**Problem:** Filter the data for lines with the word "color" and copy those lines.

**Listed entries:**
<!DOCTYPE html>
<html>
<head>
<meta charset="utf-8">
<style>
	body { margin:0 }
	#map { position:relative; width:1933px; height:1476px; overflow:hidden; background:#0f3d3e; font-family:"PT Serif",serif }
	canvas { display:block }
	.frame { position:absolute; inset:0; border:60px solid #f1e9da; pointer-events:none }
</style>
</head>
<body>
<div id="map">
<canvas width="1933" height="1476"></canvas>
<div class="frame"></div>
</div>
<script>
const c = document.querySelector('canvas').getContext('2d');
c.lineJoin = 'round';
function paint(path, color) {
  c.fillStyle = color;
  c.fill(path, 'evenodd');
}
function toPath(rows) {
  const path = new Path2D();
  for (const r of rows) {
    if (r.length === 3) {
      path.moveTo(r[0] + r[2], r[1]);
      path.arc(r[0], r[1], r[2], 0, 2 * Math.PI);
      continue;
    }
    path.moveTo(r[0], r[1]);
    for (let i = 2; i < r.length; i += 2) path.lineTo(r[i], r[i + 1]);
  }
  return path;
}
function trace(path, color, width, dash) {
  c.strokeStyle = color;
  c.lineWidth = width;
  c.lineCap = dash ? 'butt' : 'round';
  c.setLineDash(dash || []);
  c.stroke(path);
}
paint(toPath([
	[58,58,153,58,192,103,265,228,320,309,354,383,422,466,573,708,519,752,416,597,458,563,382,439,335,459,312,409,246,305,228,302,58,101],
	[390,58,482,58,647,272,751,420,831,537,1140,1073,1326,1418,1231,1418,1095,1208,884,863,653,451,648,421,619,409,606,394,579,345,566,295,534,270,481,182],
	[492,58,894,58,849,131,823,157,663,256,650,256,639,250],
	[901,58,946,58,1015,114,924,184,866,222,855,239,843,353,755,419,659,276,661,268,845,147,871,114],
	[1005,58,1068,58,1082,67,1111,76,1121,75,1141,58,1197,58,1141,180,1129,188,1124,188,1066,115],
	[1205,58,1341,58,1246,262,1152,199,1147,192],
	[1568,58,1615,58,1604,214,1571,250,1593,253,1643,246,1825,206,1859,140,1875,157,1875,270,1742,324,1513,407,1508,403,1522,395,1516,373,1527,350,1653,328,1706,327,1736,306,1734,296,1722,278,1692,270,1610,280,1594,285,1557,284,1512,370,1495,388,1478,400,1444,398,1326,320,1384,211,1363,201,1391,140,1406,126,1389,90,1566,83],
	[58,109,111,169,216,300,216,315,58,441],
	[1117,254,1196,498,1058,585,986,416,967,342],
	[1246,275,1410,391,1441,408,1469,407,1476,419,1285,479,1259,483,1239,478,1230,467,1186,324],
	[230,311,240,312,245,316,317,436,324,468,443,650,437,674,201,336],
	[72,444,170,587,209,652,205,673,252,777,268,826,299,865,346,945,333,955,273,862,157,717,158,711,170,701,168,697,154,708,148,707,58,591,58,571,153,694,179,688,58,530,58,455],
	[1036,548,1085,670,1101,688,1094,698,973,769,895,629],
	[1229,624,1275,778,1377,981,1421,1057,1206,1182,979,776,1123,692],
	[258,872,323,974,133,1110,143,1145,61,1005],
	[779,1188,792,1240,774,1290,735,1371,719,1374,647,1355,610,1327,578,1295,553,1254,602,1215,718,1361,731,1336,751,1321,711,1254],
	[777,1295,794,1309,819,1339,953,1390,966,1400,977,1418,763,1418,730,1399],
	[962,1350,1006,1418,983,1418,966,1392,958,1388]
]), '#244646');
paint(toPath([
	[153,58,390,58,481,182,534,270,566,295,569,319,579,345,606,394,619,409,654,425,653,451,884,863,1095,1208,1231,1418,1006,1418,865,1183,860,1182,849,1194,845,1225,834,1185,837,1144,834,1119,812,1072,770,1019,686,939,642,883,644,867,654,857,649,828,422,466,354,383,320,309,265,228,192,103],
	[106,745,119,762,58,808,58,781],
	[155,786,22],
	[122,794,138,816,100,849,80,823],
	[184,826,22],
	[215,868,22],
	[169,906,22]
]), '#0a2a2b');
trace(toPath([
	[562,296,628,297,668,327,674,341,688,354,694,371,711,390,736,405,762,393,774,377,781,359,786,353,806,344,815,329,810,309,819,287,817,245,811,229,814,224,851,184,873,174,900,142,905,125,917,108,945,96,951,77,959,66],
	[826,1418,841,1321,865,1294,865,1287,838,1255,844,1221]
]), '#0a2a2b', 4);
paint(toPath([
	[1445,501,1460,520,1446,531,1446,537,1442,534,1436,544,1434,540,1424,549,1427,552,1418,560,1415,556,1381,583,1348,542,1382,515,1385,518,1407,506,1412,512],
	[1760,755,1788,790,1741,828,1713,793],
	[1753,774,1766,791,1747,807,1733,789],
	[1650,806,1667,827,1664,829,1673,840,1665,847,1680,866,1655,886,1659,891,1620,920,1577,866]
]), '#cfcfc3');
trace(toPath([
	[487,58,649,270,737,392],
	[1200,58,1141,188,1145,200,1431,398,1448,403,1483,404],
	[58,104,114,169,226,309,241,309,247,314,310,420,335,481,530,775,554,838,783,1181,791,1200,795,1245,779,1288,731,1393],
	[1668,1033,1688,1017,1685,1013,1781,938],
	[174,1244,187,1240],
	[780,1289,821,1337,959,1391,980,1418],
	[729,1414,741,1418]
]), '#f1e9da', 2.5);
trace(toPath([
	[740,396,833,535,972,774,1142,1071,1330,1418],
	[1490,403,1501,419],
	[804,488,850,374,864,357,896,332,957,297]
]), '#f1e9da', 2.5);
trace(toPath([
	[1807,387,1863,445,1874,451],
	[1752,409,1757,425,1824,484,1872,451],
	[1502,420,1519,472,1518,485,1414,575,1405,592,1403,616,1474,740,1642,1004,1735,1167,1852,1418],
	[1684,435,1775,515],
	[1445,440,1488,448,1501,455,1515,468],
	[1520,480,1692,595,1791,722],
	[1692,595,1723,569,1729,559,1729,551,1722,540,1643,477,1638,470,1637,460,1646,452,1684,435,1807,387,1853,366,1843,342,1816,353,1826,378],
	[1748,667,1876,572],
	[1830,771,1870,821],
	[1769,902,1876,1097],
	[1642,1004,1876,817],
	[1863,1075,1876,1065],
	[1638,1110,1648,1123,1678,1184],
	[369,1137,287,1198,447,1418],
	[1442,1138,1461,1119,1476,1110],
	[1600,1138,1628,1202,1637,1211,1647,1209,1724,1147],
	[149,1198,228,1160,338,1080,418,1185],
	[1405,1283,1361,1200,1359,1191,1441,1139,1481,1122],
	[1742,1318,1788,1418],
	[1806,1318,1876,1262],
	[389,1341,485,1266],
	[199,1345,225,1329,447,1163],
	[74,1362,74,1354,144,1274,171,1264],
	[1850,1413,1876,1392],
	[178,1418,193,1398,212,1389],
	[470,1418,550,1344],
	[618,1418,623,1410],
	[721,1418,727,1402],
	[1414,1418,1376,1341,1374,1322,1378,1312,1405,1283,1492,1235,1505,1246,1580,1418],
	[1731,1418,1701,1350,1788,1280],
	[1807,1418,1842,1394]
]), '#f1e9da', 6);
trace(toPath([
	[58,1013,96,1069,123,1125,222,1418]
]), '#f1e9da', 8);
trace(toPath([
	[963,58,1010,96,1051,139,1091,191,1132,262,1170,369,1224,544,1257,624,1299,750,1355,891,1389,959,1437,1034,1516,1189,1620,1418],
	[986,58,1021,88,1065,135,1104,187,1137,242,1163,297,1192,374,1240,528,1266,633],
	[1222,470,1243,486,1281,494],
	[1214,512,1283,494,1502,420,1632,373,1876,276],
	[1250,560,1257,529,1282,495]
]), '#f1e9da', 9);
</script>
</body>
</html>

**Exercise response:**
function paint(path, color) {
  c.fillStyle = color;
function trace(path, color, width, dash) {
  c.strokeStyle = color;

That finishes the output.